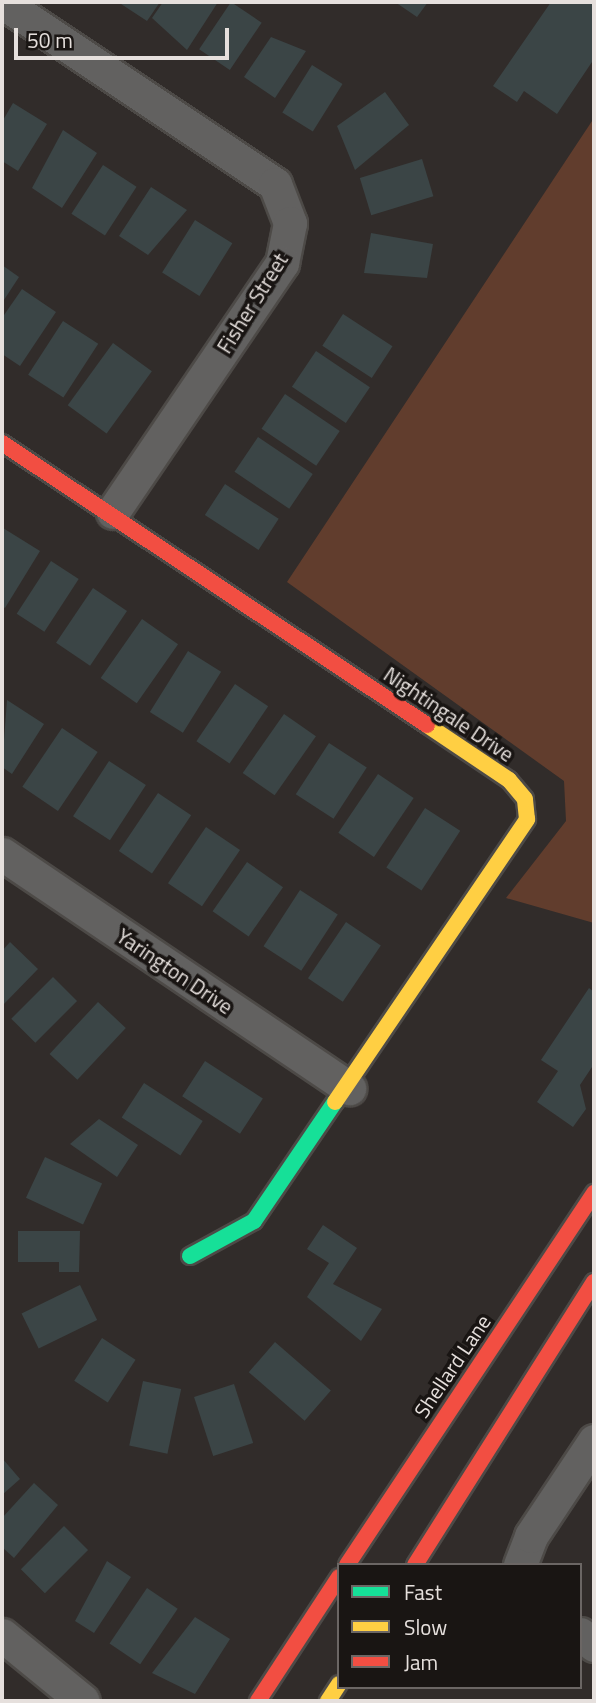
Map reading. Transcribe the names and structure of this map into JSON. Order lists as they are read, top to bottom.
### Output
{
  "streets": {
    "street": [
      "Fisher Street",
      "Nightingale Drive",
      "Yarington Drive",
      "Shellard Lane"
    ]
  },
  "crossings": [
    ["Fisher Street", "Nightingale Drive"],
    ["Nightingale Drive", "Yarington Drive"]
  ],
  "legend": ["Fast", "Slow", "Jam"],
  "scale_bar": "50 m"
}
++++++++
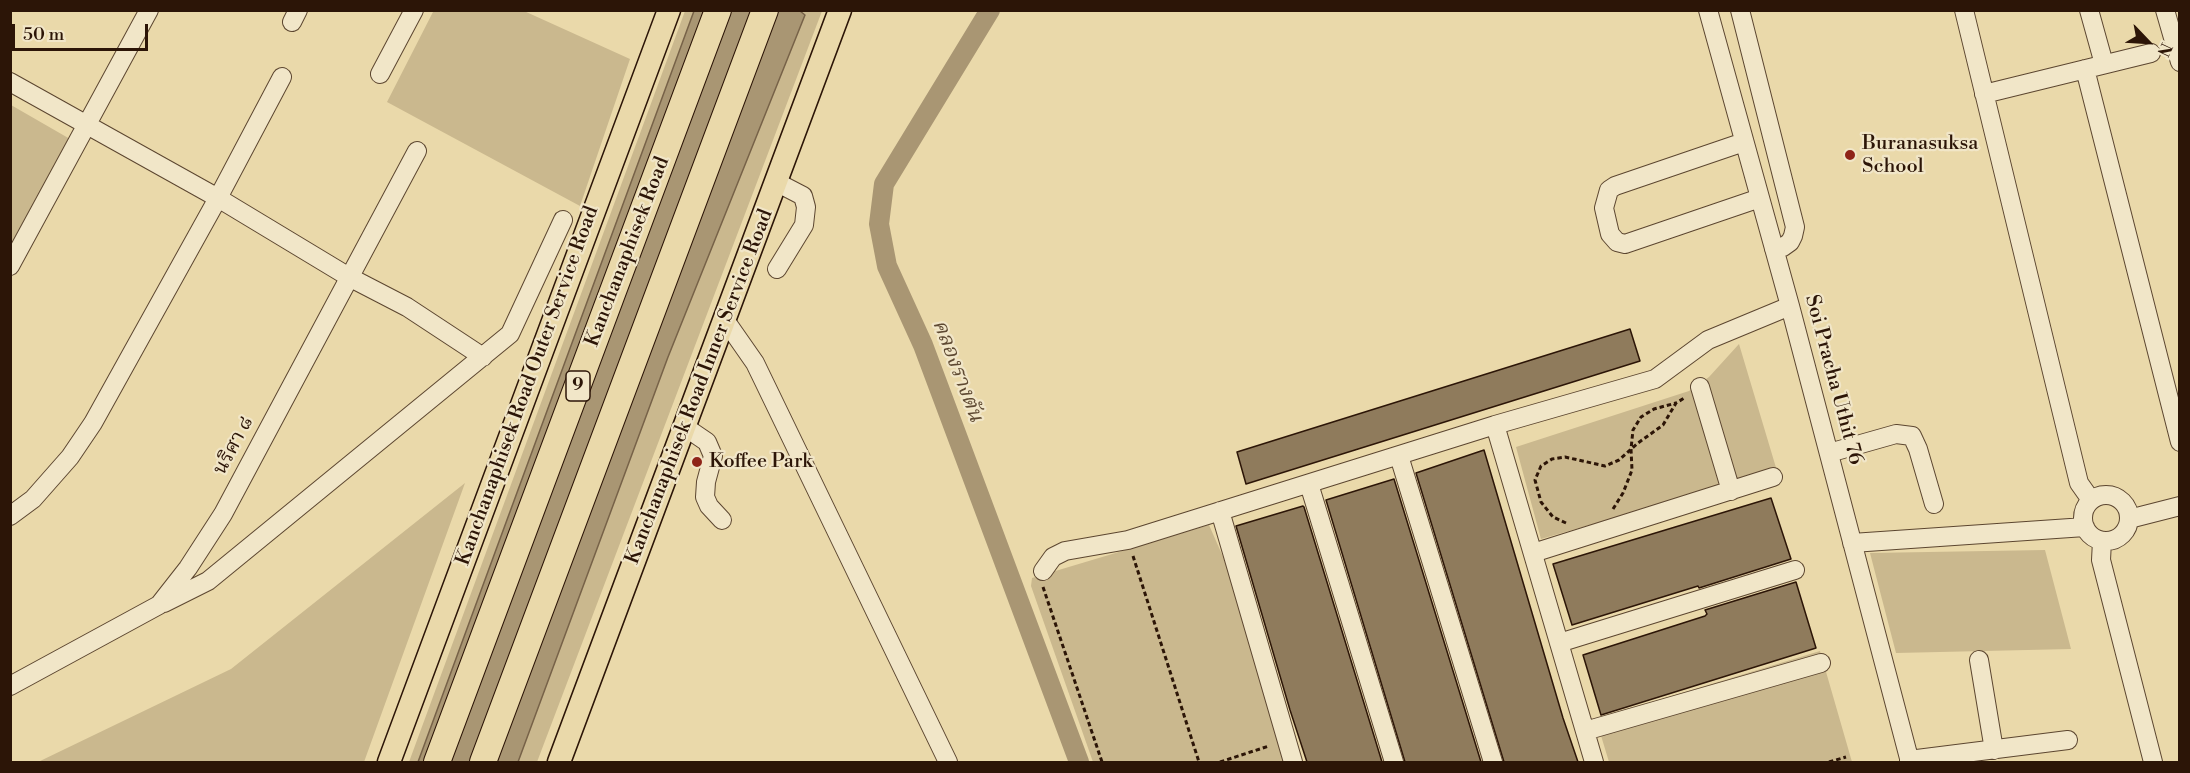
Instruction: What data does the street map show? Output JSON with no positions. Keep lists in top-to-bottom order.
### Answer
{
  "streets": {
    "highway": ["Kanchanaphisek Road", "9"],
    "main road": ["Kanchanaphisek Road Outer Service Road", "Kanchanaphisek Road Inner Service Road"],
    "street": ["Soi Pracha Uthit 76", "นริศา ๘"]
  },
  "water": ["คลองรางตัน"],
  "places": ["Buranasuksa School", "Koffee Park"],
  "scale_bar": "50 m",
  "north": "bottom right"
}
++++++++
### PROBLEM
Go through the records line by line and count those that contain the string "lists". Answer with the count alone.

### OUTPUT FOR THIS EXERCISE
2